■ **Data provided**:
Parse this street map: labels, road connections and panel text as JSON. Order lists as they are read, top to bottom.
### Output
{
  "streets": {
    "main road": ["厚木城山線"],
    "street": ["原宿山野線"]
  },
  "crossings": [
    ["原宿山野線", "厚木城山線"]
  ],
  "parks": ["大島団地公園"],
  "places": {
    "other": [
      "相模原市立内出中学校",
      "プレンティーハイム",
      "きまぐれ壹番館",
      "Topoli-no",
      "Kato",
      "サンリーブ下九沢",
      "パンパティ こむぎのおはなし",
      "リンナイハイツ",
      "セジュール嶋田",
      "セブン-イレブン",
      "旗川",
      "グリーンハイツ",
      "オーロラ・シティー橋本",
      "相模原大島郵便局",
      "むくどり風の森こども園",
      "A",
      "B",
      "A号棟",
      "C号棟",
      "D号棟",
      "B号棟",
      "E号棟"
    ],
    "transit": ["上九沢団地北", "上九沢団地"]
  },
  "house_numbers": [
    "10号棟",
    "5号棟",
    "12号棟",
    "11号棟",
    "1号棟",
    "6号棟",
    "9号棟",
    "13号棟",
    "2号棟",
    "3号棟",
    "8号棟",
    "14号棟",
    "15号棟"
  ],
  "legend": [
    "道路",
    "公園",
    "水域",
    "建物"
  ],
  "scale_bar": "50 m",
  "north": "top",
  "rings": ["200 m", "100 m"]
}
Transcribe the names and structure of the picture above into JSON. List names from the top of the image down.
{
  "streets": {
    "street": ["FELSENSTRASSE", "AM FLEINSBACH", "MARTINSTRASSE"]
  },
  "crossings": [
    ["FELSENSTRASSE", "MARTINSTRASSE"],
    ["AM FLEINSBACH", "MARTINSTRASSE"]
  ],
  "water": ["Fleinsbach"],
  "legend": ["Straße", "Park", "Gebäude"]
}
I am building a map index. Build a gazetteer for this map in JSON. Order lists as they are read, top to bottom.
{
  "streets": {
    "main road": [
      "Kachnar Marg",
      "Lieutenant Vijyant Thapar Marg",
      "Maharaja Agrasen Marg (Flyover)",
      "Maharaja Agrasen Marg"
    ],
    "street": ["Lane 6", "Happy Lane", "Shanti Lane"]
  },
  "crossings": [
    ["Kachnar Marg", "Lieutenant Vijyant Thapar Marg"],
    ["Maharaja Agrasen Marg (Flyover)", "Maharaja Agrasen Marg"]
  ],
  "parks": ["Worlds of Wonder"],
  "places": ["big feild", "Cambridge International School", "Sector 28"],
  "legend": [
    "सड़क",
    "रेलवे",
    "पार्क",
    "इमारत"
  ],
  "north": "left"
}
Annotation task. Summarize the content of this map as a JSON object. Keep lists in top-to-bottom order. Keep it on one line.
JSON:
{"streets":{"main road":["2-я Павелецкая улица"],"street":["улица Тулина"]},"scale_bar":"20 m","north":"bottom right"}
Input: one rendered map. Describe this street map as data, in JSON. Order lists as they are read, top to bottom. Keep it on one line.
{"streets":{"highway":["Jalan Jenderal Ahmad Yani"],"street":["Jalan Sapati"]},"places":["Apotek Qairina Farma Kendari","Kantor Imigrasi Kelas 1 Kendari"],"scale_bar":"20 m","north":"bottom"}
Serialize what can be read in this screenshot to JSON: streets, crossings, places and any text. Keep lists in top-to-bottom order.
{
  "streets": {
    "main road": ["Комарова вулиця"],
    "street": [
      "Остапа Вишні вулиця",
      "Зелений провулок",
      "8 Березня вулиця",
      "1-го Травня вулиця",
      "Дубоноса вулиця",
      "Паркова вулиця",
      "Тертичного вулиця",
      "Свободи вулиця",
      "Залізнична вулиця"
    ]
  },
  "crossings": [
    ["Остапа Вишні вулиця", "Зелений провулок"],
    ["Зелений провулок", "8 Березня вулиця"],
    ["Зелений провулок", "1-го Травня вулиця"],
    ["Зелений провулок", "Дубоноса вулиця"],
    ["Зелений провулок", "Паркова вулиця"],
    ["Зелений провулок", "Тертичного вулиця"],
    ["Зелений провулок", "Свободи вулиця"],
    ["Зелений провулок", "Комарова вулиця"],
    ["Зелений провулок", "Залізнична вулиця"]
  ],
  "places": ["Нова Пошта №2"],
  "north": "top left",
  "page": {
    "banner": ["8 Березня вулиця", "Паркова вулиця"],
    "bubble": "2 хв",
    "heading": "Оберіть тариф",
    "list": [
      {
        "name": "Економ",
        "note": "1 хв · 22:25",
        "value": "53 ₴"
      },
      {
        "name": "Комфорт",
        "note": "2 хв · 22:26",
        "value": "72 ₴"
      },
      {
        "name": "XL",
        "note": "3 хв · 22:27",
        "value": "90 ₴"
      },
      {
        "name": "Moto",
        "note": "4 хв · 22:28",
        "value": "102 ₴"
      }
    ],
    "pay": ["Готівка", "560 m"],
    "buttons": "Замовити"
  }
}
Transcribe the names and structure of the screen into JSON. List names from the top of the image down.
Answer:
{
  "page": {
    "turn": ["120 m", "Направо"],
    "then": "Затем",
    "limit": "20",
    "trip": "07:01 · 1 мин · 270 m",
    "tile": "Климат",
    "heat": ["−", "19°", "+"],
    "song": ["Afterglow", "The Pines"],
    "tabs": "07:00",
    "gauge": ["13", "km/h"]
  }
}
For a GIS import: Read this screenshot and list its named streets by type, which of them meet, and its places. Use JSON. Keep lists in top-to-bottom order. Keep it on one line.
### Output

■ **Task to carry out**: Make an exact transcription of the entries.

■ **Task result**:
Parse this street map: labels, road connections and panel text as JSON. Order lists as they are read, top to bottom.
### Output
{
  "streets": {
    "main road": ["厚木城山線"],
    "street": ["原宿山野線"]
  },
  "crossings": [
    ["原宿山野線", "厚木城山線"]
  ],
  "parks": ["大島団地公園"],
  "places": {
    "other": [
      "相模原市立内出中学校",
      "プレンティーハイム",
      "きまぐれ壹番館",
      "Topoli-no",
      "Kato",
      "サンリーブ下九沢",
      "パンパティ こむぎのおはなし",
      "リンナイハイツ",
      "セジュール嶋田",
      "セブン-イレブン",
      "旗川",
      "グリーンハイツ",
      "オーロラ・シティー橋本",
      "相模原大島郵便局",
      "むくどり風の森こども園",
      "A",
      "B",
      "A号棟",
      "C号棟",
      "D号棟",
      "B号棟",
      "E号棟"
    ],
    "transit": ["上九沢団地北", "上九沢団地"]
  },
  "house_numbers": [
    "10号棟",
    "5号棟",
    "12号棟",
    "11号棟",
    "1号棟",
    "6号棟",
    "9号棟",
    "13号棟",
    "2号棟",
    "3号棟",
    "8号棟",
    "14号棟",
    "15号棟"
  ],
  "legend": [
    "道路",
    "公園",
    "水域",
    "建物"
  ],
  "scale_bar": "50 m",
  "north": "top",
  "rings": ["200 m", "100 m"]
}
Transcribe the names and structure of the picture above into JSON. List names from the top of the image down.
{
  "streets": {
    "street": ["FELSENSTRASSE", "AM FLEINSBACH", "MARTINSTRASSE"]
  },
  "crossings": [
    ["FELSENSTRASSE", "MARTINSTRASSE"],
    ["AM FLEINSBACH", "MARTINSTRASSE"]
  ],
  "water": ["Fleinsbach"],
  "legend": ["Straße", "Park", "Gebäude"]
}
I am building a map index. Build a gazetteer for this map in JSON. Order lists as they are read, top to bottom.
{
  "streets": {
    "main road": [
      "Kachnar Marg",
      "Lieutenant Vijyant Thapar Marg",
      "Maharaja Agrasen Marg (Flyover)",
      "Maharaja Agrasen Marg"
    ],
    "street": ["Lane 6", "Happy Lane", "Shanti Lane"]
  },
  "crossings": [
    ["Kachnar Marg", "Lieutenant Vijyant Thapar Marg"],
    ["Maharaja Agrasen Marg (Flyover)", "Maharaja Agrasen Marg"]
  ],
  "parks": ["Worlds of Wonder"],
  "places": ["big feild", "Cambridge International School", "Sector 28"],
  "legend": [
    "सड़क",
    "रेलवे",
    "पार्क",
    "इमारत"
  ],
  "north": "left"
}
Annotation task. Summarize the content of this map as a JSON object. Keep lists in top-to-bottom order. Keep it on one line.
JSON:
{"streets":{"main road":["2-я Павелецкая улица"],"street":["улица Тулина"]},"scale_bar":"20 m","north":"bottom right"}
Input: one rendered map. Describe this street map as data, in JSON. Order lists as they are read, top to bottom. Keep it on one line.
{"streets":{"highway":["Jalan Jenderal Ahmad Yani"],"street":["Jalan Sapati"]},"places":["Apotek Qairina Farma Kendari","Kantor Imigrasi Kelas 1 Kendari"],"scale_bar":"20 m","north":"bottom"}
Serialize what can be read in this screenshot to JSON: streets, crossings, places and any text. Keep lists in top-to-bottom order.
{
  "streets": {
    "main road": ["Комарова вулиця"],
    "street": [
      "Остапа Вишні вулиця",
      "Зелений провулок",
      "8 Березня вулиця",
      "1-го Травня вулиця",
      "Дубоноса вулиця",
      "Паркова вулиця",
      "Тертичного вулиця",
      "Свободи вулиця",
      "Залізнична вулиця"
    ]
  },
  "crossings": [
    ["Остапа Вишні вулиця", "Зелений провулок"],
    ["Зелений провулок", "8 Березня вулиця"],
    ["Зелений провулок", "1-го Травня вулиця"],
    ["Зелений провулок", "Дубоноса вулиця"],
    ["Зелений провулок", "Паркова вулиця"],
    ["Зелений провулок", "Тертичного вулиця"],
    ["Зелений провулок", "Свободи вулиця"],
    ["Зелений провулок", "Комарова вулиця"],
    ["Зелений провулок", "Залізнична вулиця"]
  ],
  "places": ["Нова Пошта №2"],
  "north": "top left",
  "page": {
    "banner": ["8 Березня вулиця", "Паркова вулиця"],
    "bubble": "2 хв",
    "heading": "Оберіть тариф",
    "list": [
      {
        "name": "Економ",
        "note": "1 хв · 22:25",
        "value": "53 ₴"
      },
      {
        "name": "Комфорт",
        "note": "2 хв · 22:26",
        "value": "72 ₴"
      },
      {
        "name": "XL",
        "note": "3 хв · 22:27",
        "value": "90 ₴"
      },
      {
        "name": "Moto",
        "note": "4 хв · 22:28",
        "value": "102 ₴"
      }
    ],
    "pay": ["Готівка", "560 m"],
    "buttons": "Замовити"
  }
}
Transcribe the names and structure of the screen into JSON. List names from the top of the image down.
Answer:
{
  "page": {
    "turn": ["120 m", "Направо"],
    "then": "Затем",
    "limit": "20",
    "trip": "07:01 · 1 мин · 270 m",
    "tile": "Климат",
    "heat": ["−", "19°", "+"],
    "song": ["Afterglow", "The Pines"],
    "tabs": "07:00",
    "gauge": ["13", "km/h"]
  }
}
For a GIS import: Read this screenshot and list its named streets by type, which of them meet, and its places. Use JSON. Keep lists in top-to-bottom order. Keep it on one line.
### Output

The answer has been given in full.